### PROVIDED DATA

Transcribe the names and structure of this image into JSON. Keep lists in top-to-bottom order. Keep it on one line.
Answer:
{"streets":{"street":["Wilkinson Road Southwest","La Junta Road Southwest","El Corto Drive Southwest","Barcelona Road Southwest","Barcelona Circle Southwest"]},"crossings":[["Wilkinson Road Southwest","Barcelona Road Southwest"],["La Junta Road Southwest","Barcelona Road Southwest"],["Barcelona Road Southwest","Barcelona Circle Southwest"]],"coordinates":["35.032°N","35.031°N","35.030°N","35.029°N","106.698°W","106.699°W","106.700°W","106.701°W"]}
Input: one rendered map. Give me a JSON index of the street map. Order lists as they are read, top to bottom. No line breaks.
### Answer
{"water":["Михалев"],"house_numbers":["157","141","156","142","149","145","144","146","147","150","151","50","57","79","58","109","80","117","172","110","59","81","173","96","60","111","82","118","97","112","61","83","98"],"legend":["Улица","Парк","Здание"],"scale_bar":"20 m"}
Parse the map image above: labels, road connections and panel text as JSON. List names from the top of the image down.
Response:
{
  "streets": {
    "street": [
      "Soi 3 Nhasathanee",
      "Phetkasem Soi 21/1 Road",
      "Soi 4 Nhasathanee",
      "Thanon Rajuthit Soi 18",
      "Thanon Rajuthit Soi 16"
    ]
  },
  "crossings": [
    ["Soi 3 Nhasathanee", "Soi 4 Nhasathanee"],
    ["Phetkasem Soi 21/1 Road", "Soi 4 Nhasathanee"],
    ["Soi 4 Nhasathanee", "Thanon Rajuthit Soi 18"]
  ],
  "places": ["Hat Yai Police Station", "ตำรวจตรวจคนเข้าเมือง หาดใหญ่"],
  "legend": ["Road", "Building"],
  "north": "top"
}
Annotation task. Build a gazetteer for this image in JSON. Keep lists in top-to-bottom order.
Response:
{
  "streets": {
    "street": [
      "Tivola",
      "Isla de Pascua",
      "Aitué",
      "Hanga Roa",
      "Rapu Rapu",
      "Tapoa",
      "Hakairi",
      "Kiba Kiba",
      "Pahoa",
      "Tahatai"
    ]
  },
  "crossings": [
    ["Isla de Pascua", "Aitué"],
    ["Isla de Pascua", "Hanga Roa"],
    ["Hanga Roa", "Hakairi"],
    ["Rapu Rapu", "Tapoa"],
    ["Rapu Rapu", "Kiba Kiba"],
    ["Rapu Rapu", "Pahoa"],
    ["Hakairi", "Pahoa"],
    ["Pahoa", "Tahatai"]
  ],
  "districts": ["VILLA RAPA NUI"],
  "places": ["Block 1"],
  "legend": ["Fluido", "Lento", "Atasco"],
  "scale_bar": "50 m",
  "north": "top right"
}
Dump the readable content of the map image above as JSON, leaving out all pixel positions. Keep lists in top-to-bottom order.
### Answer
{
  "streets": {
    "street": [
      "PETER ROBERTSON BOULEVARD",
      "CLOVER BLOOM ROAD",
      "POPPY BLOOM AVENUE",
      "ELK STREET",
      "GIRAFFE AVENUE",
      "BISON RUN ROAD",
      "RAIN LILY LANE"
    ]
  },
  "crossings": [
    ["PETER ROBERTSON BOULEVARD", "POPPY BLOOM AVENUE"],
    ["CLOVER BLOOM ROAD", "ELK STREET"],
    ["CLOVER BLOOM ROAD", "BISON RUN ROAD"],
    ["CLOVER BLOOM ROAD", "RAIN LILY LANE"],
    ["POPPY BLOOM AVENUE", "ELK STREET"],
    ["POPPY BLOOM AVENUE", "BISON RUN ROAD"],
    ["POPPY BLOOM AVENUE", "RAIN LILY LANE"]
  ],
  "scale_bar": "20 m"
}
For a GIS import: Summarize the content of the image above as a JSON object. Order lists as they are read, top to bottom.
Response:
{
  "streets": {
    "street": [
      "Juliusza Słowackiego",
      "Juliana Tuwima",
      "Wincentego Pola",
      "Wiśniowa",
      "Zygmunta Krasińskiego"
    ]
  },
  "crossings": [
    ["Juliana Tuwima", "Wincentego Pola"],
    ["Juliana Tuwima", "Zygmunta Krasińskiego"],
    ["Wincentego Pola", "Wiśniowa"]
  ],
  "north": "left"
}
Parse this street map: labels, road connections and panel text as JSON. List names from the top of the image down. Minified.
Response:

######

▶ **ACTIVITY**
Search the entries for the word "down" and report how many lines contain it, as a bare number.

▶ **THE COMPLETED TASK**
2